Task to carry out.
Only the lines from the start of the data below through the line that contains "height:7px; margin:-3.5px; padding:0" are to be copied, exactly and without pictures.

Data provided.
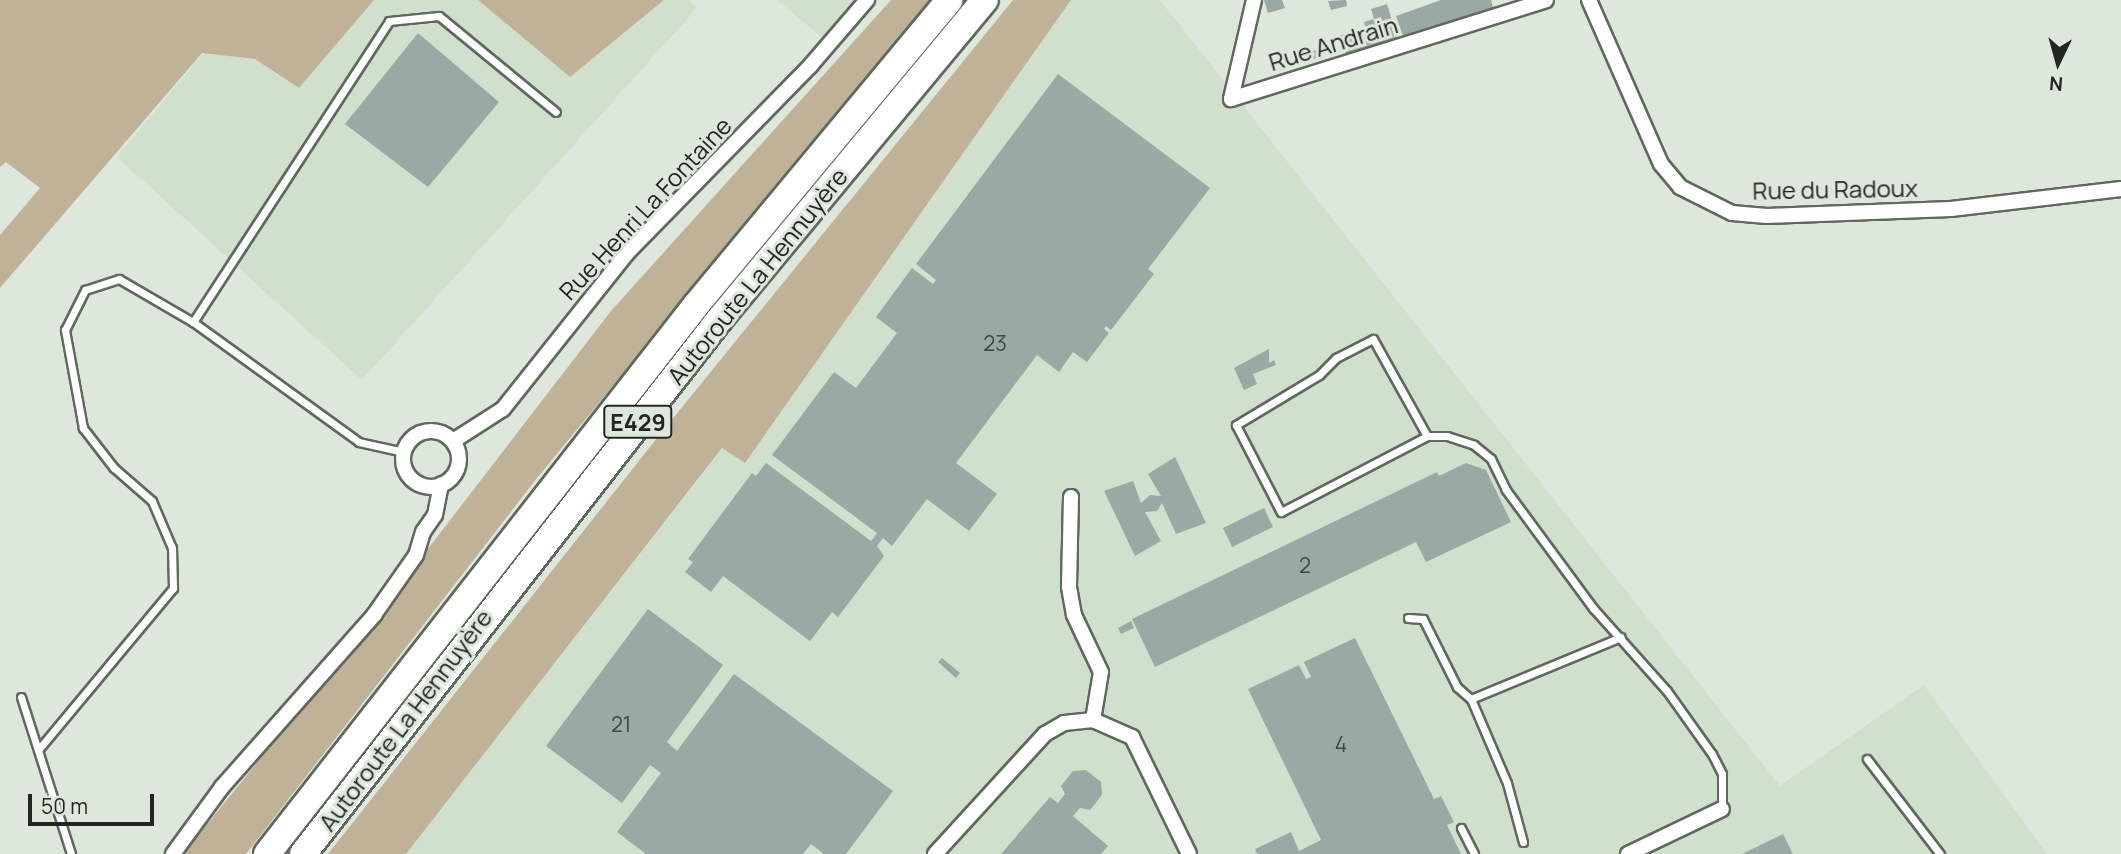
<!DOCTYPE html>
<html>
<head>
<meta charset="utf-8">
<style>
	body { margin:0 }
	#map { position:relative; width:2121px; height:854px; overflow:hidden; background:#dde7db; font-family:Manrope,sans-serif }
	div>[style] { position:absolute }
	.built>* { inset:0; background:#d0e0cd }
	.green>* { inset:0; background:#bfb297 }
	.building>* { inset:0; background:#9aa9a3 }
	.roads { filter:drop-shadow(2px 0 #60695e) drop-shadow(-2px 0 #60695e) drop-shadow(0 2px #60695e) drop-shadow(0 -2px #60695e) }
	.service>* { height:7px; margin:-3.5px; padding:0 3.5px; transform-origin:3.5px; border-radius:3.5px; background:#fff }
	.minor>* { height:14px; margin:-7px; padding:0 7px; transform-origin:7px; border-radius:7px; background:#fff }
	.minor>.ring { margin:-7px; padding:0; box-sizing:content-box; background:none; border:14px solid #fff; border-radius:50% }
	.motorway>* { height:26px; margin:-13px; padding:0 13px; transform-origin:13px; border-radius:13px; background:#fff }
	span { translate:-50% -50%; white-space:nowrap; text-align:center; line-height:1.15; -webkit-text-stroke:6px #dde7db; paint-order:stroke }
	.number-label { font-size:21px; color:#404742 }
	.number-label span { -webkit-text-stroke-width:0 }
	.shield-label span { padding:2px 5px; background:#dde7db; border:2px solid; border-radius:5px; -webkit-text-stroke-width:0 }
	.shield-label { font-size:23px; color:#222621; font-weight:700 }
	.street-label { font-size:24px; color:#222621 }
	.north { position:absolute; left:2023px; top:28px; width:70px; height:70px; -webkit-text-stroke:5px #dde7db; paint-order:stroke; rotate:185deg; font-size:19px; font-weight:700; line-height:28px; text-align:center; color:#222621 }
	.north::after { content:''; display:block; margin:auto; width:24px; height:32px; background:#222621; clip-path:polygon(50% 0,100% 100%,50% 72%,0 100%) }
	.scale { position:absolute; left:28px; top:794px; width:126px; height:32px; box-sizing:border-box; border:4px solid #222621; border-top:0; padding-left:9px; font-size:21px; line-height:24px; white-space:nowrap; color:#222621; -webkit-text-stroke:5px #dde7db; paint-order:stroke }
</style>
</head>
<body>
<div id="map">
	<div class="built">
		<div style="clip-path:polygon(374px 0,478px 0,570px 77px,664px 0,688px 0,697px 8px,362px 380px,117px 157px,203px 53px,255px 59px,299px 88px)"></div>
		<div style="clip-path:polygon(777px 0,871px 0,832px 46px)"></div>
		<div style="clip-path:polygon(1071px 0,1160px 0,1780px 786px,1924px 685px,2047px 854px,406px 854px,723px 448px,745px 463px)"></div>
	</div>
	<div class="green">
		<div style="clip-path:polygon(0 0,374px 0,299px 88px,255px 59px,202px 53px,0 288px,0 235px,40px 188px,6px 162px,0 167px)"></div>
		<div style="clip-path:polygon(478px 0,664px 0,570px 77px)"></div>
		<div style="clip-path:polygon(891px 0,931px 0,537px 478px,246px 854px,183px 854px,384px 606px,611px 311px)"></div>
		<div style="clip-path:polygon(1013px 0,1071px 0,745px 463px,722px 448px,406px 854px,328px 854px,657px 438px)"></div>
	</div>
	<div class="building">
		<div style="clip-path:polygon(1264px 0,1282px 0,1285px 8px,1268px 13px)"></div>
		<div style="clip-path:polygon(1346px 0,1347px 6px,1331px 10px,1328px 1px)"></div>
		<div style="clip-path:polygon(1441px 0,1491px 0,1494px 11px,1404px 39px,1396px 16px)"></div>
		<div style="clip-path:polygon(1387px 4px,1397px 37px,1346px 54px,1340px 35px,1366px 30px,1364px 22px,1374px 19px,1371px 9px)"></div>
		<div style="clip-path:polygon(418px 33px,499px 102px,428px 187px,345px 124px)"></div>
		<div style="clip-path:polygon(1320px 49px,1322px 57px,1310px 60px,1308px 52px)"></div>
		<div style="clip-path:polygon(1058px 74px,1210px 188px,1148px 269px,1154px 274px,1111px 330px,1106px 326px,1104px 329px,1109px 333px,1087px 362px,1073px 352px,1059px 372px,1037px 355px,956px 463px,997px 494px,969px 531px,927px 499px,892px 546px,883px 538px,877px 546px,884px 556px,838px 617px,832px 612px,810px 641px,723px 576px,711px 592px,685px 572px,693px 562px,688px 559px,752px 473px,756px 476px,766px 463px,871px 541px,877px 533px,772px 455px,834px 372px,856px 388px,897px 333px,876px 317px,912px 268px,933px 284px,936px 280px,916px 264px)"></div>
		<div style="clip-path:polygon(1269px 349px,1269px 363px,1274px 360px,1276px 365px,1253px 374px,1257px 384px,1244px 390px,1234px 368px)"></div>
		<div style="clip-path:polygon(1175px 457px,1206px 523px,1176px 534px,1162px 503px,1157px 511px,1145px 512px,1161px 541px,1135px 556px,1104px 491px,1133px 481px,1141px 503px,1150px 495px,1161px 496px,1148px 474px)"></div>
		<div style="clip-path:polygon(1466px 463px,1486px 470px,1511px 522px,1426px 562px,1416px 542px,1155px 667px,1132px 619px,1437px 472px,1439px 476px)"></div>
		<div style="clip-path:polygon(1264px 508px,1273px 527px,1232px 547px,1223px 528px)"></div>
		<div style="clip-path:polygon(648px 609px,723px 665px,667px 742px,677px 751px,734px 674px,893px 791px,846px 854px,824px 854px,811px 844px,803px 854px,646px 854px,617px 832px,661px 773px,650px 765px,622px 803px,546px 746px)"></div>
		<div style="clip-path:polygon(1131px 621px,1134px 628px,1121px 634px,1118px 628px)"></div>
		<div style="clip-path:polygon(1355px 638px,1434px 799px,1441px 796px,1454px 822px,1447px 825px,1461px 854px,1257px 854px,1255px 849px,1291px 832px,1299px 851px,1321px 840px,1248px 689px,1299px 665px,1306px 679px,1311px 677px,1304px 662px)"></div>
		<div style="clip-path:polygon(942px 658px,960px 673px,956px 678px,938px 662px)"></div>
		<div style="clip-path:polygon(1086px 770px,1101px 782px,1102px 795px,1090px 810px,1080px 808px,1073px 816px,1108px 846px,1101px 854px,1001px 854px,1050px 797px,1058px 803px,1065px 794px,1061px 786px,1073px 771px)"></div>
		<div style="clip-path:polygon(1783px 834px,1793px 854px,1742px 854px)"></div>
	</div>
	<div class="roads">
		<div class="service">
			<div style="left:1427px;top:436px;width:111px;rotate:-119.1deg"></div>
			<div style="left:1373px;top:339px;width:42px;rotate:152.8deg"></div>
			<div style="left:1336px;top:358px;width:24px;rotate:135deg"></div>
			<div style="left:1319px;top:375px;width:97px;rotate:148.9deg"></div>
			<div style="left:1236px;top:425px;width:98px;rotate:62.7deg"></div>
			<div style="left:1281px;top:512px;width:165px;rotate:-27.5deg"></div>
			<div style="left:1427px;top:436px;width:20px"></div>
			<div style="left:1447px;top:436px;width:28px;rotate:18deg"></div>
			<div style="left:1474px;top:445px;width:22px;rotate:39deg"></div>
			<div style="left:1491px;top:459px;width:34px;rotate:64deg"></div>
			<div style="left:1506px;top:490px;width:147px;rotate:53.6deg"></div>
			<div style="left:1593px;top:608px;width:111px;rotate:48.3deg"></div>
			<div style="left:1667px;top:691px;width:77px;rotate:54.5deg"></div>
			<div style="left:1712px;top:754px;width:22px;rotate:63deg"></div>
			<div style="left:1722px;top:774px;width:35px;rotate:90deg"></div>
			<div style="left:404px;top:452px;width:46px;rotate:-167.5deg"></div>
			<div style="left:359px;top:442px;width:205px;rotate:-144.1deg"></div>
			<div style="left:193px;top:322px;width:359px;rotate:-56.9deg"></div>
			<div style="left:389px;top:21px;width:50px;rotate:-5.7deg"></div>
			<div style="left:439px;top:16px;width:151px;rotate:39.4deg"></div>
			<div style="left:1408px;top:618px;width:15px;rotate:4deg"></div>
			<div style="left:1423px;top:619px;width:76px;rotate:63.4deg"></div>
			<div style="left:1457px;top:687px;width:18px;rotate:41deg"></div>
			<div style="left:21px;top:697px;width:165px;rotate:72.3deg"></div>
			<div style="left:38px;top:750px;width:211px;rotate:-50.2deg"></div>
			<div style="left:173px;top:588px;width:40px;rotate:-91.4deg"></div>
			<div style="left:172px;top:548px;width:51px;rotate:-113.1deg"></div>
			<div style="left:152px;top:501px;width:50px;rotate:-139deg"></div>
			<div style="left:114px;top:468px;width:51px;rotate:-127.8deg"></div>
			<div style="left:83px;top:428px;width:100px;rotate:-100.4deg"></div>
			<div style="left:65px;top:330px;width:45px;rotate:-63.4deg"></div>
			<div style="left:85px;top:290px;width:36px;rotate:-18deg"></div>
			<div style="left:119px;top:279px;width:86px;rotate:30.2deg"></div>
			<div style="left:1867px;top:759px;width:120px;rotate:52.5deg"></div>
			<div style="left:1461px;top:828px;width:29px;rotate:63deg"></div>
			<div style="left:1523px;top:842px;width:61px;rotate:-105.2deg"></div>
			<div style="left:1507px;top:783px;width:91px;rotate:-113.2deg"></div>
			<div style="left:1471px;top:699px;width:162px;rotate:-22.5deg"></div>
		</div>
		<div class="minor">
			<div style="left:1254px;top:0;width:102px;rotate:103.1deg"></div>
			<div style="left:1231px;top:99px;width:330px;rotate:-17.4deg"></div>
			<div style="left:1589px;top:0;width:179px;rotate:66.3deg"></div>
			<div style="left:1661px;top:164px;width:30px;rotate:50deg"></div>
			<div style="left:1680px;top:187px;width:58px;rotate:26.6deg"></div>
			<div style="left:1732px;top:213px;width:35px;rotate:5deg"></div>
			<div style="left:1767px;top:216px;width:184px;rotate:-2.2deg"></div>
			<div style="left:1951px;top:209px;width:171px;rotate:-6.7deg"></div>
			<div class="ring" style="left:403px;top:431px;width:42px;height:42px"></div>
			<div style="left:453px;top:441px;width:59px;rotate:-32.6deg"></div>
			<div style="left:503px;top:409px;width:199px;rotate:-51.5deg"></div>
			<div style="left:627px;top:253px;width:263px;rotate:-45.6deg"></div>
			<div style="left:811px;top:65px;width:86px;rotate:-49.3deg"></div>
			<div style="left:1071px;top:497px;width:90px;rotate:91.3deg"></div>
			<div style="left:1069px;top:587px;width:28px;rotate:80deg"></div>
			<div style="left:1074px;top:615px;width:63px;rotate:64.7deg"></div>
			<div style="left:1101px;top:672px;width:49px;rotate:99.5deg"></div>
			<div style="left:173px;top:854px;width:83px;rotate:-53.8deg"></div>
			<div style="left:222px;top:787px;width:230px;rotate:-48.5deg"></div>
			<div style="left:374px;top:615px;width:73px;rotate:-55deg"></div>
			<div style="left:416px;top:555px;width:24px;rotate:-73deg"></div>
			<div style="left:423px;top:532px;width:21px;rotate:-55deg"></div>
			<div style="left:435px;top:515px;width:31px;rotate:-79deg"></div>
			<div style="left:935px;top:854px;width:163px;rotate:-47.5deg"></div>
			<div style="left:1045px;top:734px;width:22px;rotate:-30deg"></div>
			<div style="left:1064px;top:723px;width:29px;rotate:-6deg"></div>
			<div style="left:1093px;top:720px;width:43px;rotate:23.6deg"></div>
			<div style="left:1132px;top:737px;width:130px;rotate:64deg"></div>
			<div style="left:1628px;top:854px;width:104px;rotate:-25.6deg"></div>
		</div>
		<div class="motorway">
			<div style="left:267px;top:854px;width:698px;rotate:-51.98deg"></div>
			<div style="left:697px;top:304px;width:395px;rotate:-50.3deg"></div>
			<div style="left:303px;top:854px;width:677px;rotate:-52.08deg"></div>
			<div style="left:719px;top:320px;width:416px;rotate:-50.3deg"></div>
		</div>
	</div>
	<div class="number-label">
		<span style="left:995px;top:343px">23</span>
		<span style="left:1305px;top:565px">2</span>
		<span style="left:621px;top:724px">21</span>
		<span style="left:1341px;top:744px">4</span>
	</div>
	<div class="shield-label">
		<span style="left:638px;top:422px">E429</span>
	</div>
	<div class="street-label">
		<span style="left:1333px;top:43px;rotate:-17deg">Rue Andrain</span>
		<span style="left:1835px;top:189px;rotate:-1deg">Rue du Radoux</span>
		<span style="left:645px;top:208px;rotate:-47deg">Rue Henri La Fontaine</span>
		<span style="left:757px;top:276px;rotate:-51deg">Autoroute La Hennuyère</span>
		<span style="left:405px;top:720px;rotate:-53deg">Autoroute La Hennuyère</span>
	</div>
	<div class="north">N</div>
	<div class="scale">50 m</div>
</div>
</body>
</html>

Output of the task.
<!DOCTYPE html>
<html>
<head>
<meta charset="utf-8">
<style>
	body { margin:0 }
	#map { position:relative; width:2121px; height:854px; overflow:hidden; background:#dde7db; font-family:Manrope,sans-serif }
	div>[style] { position:absolute }
	.built>* { inset:0; background:#d0e0cd }
	.green>* { inset:0; background:#bfb297 }
	.building>* { inset:0; background:#9aa9a3 }
	.roads { filter:drop-shadow(2px 0 #60695e) drop-shadow(-2px 0 #60695e) drop-shadow(0 2px #60695e) drop-shadow(0 -2px #60695e) }
	.service>* { height:7px; margin:-3.5px; padding:0 3.5px; transform-origin:3.5px; border-radius:3.5px; background:#fff }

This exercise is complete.